ZUR GESCHICHTE DER STUMM-ORGEL

IN DER EVANGELISCHEN KIRCHE IN SELZEN

 

Nach dem im Jahre 1740 begonnenen Neubau des barocken Kirchenschiffes der Evangelischen Kirche in Selzen, der mit der Einweihung im Jahre 1748 abgeschlossen wurde, vergingen mehr als 40 Jahre, bis am 6. März 1791 erstmals eine Orgel den Gottesdienst begleitete. Bis dahin war es der reformierten Kirchengemeinde Selzen, wohl auch infolge der Wirren des siebenjährigen Krieges (1756-1763), nicht möglich gewesen, die finanziellen Lasten eines Orgelneubaus zu tragen.

 

Erst eine testamentarische Stiftung (1770 / 1786) der kinderlos gebliebenen Eheleute Johann Jakob Waadt (Köngernheim) und seiner Frau Elisabeth geb. Lingelbach (Selzen) machte die Anschaffung einer Orgel möglich.


Im barocken Orgelprospekt ist diese Stiftung durch die Namensnennung (Jak.Wādt Stifter) an deutlich sichtbarer Stelle verewigt.


Es lag nahe, den Auftrag zum Orgelneubau der bereits seit 1715 in mehreren Dynastien tätigen renommierten Orgelbauwerkstatt Stumm mit Sitz in Rhaunen-Sulzbach/Hunsrück zu erteilen. Diese Werkstatt war für die Qualität ihrer Arbeiten weit über den Hunsrücker Bereich  hinaus bekannt. Sie hatte damals bereits zahlreiche Orgelneubauten auch in Rheinhessen angefertigt, so u.a. in Alzey, Bechtolsheim, Osthofen, Mettenheim und Gau-Odernheim.

 

Der schließlich im Jahre 1787 durch die Kirchengemeinde erfolgte Auftrag zum Orgelneubau erreichte die in der dritten Generation tätigen Vettern Philipp und Franz Stumm.
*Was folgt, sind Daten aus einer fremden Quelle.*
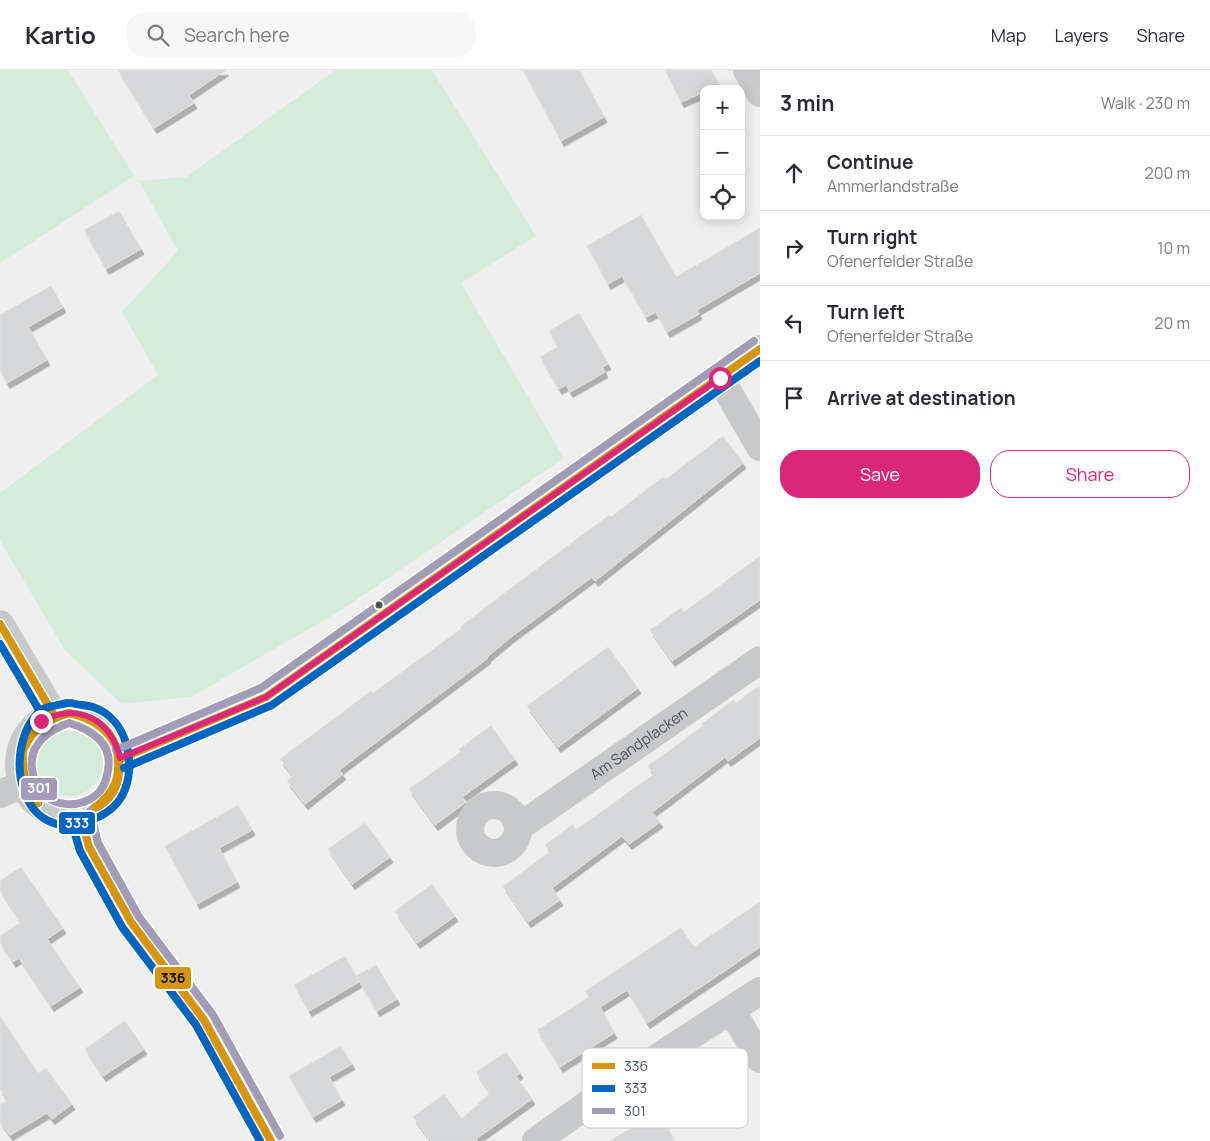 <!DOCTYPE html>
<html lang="en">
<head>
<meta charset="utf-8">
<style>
  :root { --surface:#fff; --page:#f7f7f7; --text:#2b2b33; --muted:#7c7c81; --line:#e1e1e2; --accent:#db2777 }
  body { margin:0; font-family:Manrope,sans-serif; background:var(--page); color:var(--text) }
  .controls { position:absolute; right:15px; top:15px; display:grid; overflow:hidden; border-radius:10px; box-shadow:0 2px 12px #0003 }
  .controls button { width:45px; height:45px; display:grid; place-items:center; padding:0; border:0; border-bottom:1px solid var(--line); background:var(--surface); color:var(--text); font:25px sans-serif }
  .stop { position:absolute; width:15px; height:15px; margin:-11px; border:4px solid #db2777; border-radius:50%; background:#fff }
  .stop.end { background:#db2777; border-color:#fff; box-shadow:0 1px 5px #0008 }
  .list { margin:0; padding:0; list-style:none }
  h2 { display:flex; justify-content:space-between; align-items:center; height:65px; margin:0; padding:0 20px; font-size:21px }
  h2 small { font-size:16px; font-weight:400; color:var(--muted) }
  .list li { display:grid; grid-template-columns:32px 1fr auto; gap:15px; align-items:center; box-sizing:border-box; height:75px; padding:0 20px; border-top:1px solid var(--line) }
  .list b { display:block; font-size:19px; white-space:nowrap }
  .list p { margin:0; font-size:16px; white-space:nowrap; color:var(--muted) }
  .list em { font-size:16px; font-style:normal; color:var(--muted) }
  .actions { display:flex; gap:10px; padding:15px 20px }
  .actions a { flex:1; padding:11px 0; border:1px solid var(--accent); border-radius:20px; text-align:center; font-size:18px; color:var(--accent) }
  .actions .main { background:var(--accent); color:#fff }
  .icon { flex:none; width:28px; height:28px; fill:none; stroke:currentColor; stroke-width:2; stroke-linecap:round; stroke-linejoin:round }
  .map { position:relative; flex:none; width:760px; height:1071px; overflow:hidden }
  header { display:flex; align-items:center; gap:30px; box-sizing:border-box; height:70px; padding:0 25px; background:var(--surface); border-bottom:1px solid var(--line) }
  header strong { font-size:24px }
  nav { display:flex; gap:28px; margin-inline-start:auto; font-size:18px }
  .search { width:350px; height:45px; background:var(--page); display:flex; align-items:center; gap:12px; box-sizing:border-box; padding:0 18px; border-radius:20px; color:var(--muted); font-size:19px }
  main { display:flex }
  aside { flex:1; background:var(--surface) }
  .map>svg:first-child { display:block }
  .green { fill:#d4edda }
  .building { fill:#d6d7d8; stroke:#e1e1e2; filter:url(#shadow) }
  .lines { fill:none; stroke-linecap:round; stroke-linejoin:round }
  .minor { stroke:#c6cacb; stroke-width:28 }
  .bus-1-casing { stroke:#fff; stroke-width:11 }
  .bus-2-casing { stroke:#fff; stroke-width:11 }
  .bus-3-casing { stroke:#fff; stroke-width:11 }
  .bus-1 { stroke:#d49612; stroke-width:8 }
  .bus-2 { stroke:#0065bd; stroke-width:8 }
  .bus-3 { stroke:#a29cb6; stroke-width:8 }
  .route { stroke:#db2777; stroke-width:6 }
  .bus-dot { fill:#47545a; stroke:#fff; stroke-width:2 }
  .labels { text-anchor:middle; stroke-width:5; stroke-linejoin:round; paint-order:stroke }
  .street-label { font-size:15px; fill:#47545a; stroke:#fff }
  .key { fill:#fff; stroke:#c8ccce; stroke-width:1 }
  .key-label { font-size:14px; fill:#47545a }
  .line-badge { stroke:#fff; stroke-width:2 }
  .badge-label { font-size:14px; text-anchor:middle; font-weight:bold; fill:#fff }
  .pale-badge-label { font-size:14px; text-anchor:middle; font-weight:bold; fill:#111 }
</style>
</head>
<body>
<header>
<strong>Kartio</strong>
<div class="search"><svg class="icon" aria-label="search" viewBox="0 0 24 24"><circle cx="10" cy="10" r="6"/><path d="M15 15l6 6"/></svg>Search here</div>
<nav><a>Map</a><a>Layers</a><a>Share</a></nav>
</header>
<main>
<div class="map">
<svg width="760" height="1071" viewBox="0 0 760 1071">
  <defs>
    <filter id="shadow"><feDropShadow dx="3" dy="5.5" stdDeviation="0" flood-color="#0004"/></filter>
  </defs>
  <rect width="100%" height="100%" fill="#f0efef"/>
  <g class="green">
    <polygon points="0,0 68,0 134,106 0,193"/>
    <polygon points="336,0 432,0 536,166 461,213 564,388 340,541 191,627 121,634 65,580 0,471 0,423 158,305 122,242 178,181 139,111 186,107"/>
    <circle cx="70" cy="693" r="33"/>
  </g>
  <g class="building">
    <polygon points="118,0 226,0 189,25 194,33 154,58"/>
    <polygon points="523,0 579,0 604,47 561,71"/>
    <polygon points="665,0 711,0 719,15 704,19 704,22 681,32"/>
    <polygon points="119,141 141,179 106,199 84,160"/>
    <polygon points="641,145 676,207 760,158 760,203 697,240 699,244 667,262 656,242 646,247 622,206 608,214 587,176"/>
    <polygon points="51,216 63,237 28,257 47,290 7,313 0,300 0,245"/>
    <polygon points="579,243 608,294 602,297 605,302 570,322 566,315 559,319 540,287 558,277 549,261"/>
    <polygon points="723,366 743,393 595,511 592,507 511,567 487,587 488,588 339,700 343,704 305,734 287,711 293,706 280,689 371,621 373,623 461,559 460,557 511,518 609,445 611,447 663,407 666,409"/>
    <polygon points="760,486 760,530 672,591 650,560 681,538 684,542"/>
    <polygon points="608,577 638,618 558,677 527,636"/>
    <polygon points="760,615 760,668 728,691 725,687 652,742 660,752 629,774 622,766 552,818 560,830 528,852 503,816 550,782 545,775 573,754 576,760 654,704 648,696 703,656 701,654 734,630 736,633"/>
    <polygon points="491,656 515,689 462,727 466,732 435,755 409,719 461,682 459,679"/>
    <polygon points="238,735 252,760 219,778 237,812 197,834 165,776"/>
    <polygon points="365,753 390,787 352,814 328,779"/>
    <polygon points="21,797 63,858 47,869 80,917 51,936 19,888 13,892 0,872 0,866 21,852 0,820 0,811"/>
    <polygon points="432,814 455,846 417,873 395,841"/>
    <polygon points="760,832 760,877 647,953 627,920 600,937 614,963 560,997 537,960 589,927 585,921 681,858 694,877"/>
    <polygon points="345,886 359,912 309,941 294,915"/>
    <polygon points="376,895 397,929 377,941 356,906"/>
    <polygon points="0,946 38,1003 46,998 72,1034 52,1049 47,1043 10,1065 0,1052 0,1035 8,1030 0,1019"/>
    <polygon points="125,951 144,979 103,1006 85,979"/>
    <polygon points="341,976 352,994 329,1007 342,1030 313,1047 289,1006"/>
    <polygon points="506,982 520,1003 516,1006 532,1029 476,1069 477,1071 431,1071 413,1047 444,1024 462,1049 490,1023 476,1002"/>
    <polygon points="659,1042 675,1071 609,1071"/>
  </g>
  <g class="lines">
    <g class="minor">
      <polyline points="747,0 760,23"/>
      <polyline points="720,308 760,377"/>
      <polyline points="0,554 54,645"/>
      <circle cx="70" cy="694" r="51"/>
      <polyline points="120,689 266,627 760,279"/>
      <polyline points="0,724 23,714"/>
      <circle cx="494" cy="759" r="24"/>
      <polyline points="80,744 89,777 131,852 204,950 271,1071"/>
      <path id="s1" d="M519,757L760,590"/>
      <polyline points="732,941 760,989"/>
      <polyline points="536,1071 618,1013 760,921"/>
    </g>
    <g class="bus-1-casing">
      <g id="bus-1">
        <polyline points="0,554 54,645"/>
        <path d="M69,643C92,647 107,654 116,676"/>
        <path d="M69,643C91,649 105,656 116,676"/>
        <path d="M23,680C22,702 25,715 38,733"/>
        <path d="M23,680C20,698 21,721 38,733"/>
        <path d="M23,680C34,654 43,649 69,643"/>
        <path d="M23,680C35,656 45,651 69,643"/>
        <polyline points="120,689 266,627 760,279"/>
        <path d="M93,739C117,721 122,705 116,676"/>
        <path d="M93,739C120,728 123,700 116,676"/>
        <polyline points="80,744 89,777 131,852 204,950 271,1071"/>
      </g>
    </g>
    <g class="bus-2-casing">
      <g id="bus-2">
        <polyline points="0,574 45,650"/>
        <path d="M67,633C59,635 48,636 41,640C0,677 19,777 89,751C103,746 116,738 123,724C137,695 128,649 93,637C86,635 78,635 71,633"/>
        <polyline points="124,698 272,635 760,291"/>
        <polyline points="70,747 80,781 122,857 196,955 260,1071"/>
      </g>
    </g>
    <g class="bus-3-casing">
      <g id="bus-3">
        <path d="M69,653C92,660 113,673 108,700C107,707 105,715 100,721C83,741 46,738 36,713C23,682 41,663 69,653Z"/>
        <polyline points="116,680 261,618 754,271"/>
        <polyline points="90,741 98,773 139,847 213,945 280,1066"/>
      </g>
    </g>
    <use href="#bus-1" class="bus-1"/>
    <use href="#bus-2" class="bus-2"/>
    <use href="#bus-3" class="bus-3"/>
  </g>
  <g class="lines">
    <path class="route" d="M41,651C79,633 110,648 120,688L266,627L720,308"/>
  </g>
  <circle class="bus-dot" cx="379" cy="535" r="4.5"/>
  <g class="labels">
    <g class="street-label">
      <text dy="5" stroke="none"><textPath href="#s1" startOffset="146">Am Sandplacken</textPath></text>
    </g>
  </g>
  <rect x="582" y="978" width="166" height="80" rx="8" class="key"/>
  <rect x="592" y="993" width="23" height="6" fill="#d49612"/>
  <rect x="592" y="1015" width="23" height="7" fill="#0065bd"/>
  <rect x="592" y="1038" width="23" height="6" fill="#a29cb6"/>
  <g class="key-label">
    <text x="624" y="1001">336</text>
    <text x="624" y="1023">333</text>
    <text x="624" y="1046">301</text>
  </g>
  <g class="line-badge">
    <rect x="20" y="707" width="38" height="24" rx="5" fill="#a29cb6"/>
    <rect x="58" y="741" width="38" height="24" rx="5" fill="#0065bd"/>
    <rect x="154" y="896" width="38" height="24" rx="5" fill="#d49612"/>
  </g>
  <g class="badge-label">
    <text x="39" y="723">301</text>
    <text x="77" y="758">333</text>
  </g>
  <g class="pale-badge-label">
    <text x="173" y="913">336</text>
  </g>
</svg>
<div class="controls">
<button>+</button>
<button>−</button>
<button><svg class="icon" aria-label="locate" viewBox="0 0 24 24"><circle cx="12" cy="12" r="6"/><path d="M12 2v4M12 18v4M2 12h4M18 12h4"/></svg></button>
</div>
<div class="stop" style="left:720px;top:308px"></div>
<div class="stop end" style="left:41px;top:651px"></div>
</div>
<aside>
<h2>3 min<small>Walk · 230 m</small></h2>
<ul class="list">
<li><svg class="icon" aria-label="ahead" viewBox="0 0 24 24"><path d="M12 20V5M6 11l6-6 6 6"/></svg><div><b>Continue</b><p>Ammerlandstraße</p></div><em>200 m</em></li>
<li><svg class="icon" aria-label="right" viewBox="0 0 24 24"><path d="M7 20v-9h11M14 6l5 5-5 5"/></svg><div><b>Turn right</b><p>Ofenerfelder Straße</p></div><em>10 m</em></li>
<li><svg class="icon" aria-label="left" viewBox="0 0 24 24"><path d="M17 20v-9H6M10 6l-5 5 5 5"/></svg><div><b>Turn left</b><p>Ofenerfelder Straße</p></div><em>20 m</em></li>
<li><svg class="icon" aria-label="arrive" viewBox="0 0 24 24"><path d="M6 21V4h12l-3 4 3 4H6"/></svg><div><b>Arrive at destination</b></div></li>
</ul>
<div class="actions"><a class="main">Save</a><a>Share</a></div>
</aside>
</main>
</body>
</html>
Sie errichteten die Orgel auf der Empore der Kirche in barockem Orgelprospekt, einmanualig, mit Pedal und 17 Registern, also einer großen Palette an Klangfarben: von weichen Streicher- und Flötenklängen über die orgeltypischen Principale und Mixturen bis hin zu schmetternden Trompeten. Die sechs Dynastien umfassende Werkstatt Stumm stand damals in ihrer höchsten Blüte, was sich auch in der filigranen Ausführung technischer Details und dem kunstvoll gearbeiteten Gehäuse niederschlug.

 

Die besondere kulturhistorische Bedeutung der Selzer Stumm-Orgel besteht darin, dass sie bis heute von späteren Veränderungen oder in die Substanz eingreifenden Restaurierungen weitgehend verschont geblieben ist. So hat sie ihre wertvollen Frontpfeifen, die 1917 andernorts zu Rüstungszwecken eingezogen wurden, behalten können. Auch die zuletzt im Jahre 1974 erfolgte größere Restaurierung hat die historische Substanz der Orgel nahezu unberührt gelassen.


Seit einiger Zeit ist festzustellen, dass die Orgel erhebliche technische und musikalische Qualitätsmängel aufweist, die zeitweise zur Unspielbarkeit führen. Nach sachverständigem Urteil beruht dies neben anderen Ursachen vor allem auf Rissbildungen in den Windladen. Auch fehlt die Unterstützung durch die ehemals vorhandenen großen Bälge, die „Lunge“ der Orgel, die zwischenzeitlich durch ein kleineres Reservoir ersetzt worden waren.


Insgesamt ist die Orgel mittlerweile in einem Zustand, der weit von einer optimalen Nutzbarkeit entfernt ist, was sich vor allem in einem auffallend schrillen Klangbild zeigt.

 

Die daher unbedingt erforderlich gewordene erneute größere Restaurierung wird durch die Firma Klais/Bonn durchgeführt werden. Aufgrund ihrer großen Erfahrung in der Restaurierung von Stumm-Orgeln kann erwartet werden, dass auch die Restaurierung der Orgel in der Ev. Kirche in Selzen unter Berücksichtigung der historischen Gegebenheiten erfolgreich verlaufen wird.